Dipole in electric field

Question

An electric dipole is placed in a uniform electric field at some angle, say 90 degrees. The dipole consists of 2 charges, one negative and one positive. The charge which is positive will have a torque which is in the direction of the field and the negative charge will have a torque opposite to the direction of the field. Now my question is what determines the direction of torques. Why is the direction of torque due to negative charge opposite to the direction of electric field ? Why can't it be in the same direction like the positive charge?

Also, if the dipole is placed in a non-uniform field, how do we determine the direction of the force acting on the negative and positive charges of dipole?

Answer 1

You may be confusing torque and force.
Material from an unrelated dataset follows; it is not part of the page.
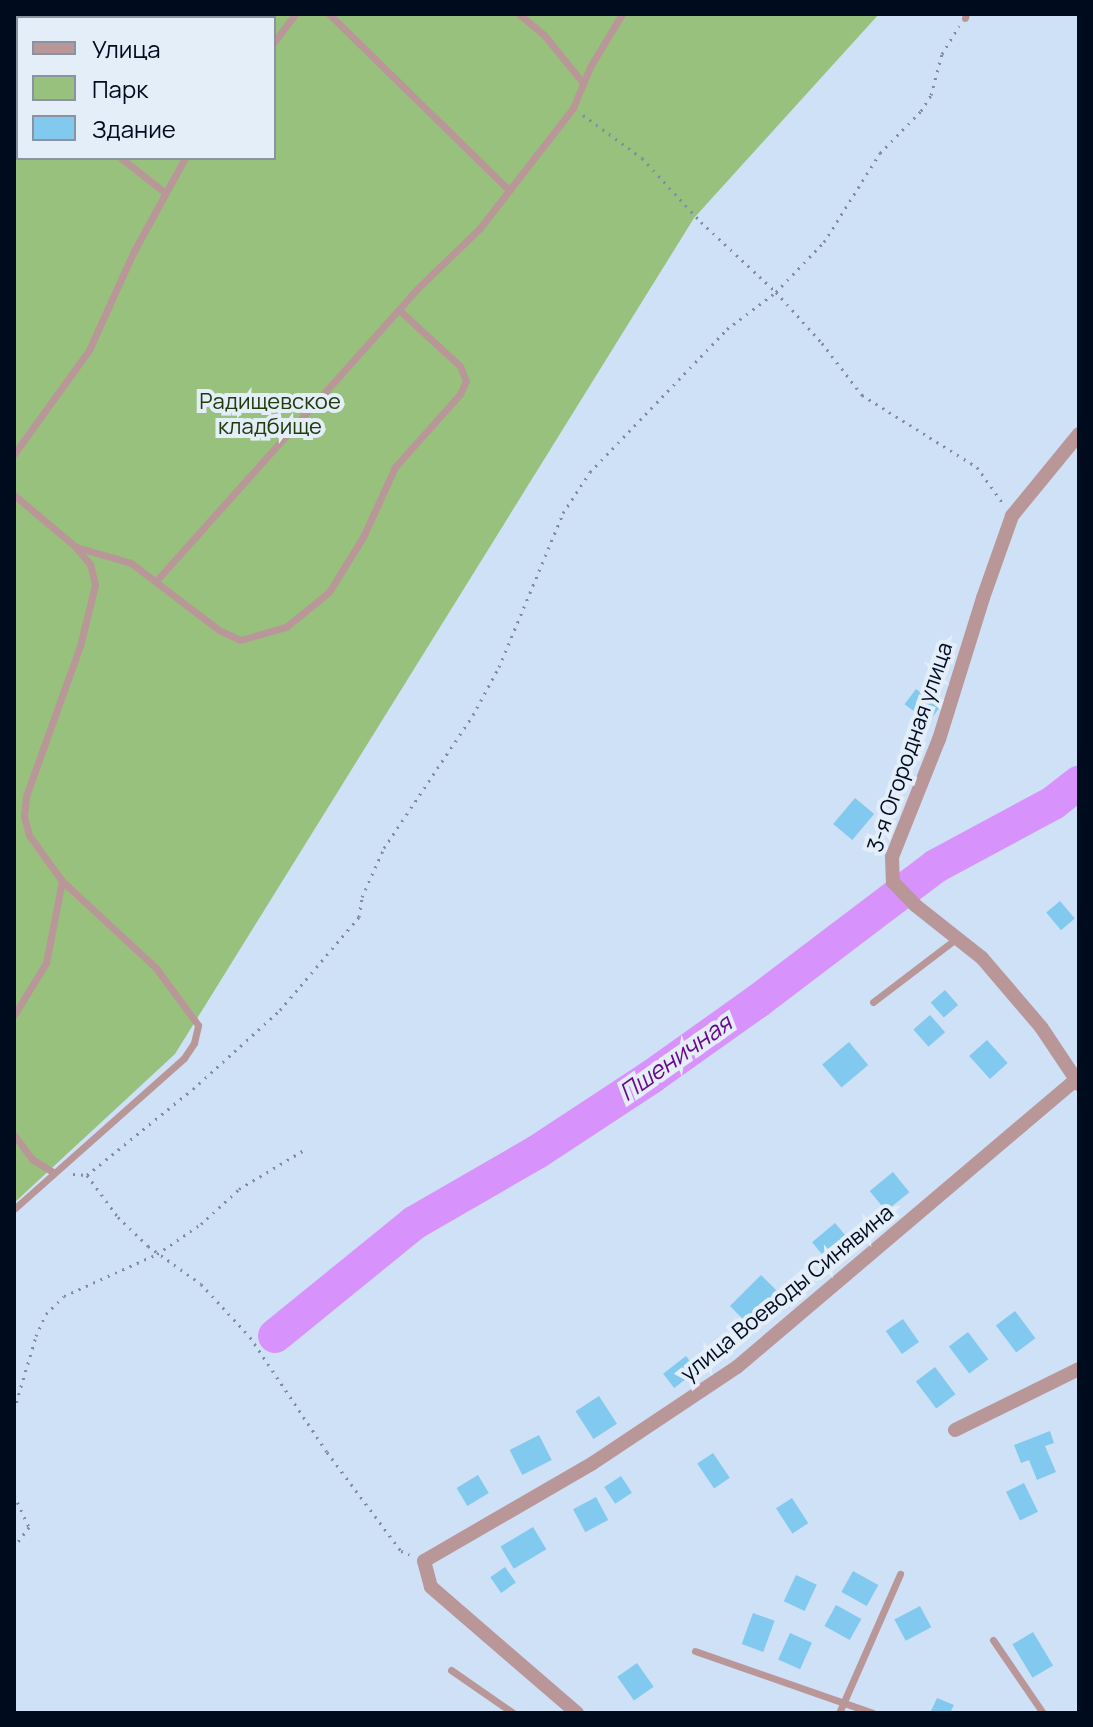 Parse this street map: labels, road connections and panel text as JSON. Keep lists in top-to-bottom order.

The force $\vec{\mathrm{F}}$ is given by $q\, \vec{\mathrm{E}}$, so you can clearly see that the force is in different directions for the positive and negative charges, and is either parallel or antiparallel to the electric field.

The torque $\vec{\tau}$ about any point $O$ is given by $\vec{\mathrm{r}} \times \vec{\mathrm{F}}$, where $\vec{\mathrm{r}}$ is the displacement of the charge from $O$. $\vec{\tau}$ points out of the plane defined by $\vec{\mathrm{r}}$ and $\vec{\mathrm{F}}$ (or equivalently $\vec{\mathrm{r}}$ and $\vec{\mathrm{E}}$).

If $O$ is the midpoint of the dipole, then $\vec{\mathrm{r}}_1 = -\vec{\mathrm{r}}_2$, and since $q_1 = - q_2$, then $\vec{\mathrm{F}}_1 = - \vec{\mathrm{F}}_2$, therefore $\vec{\mathrm{\tau}}_1 = \vec{\mathrm{\tau}}_2$.

So the torques are in the same direction for both of the charges.

For a non-uniform electric field, the direction of the force on a charge will be either parallel or anti-parallel to the local direction of the electric field, depending on the sign of the charge.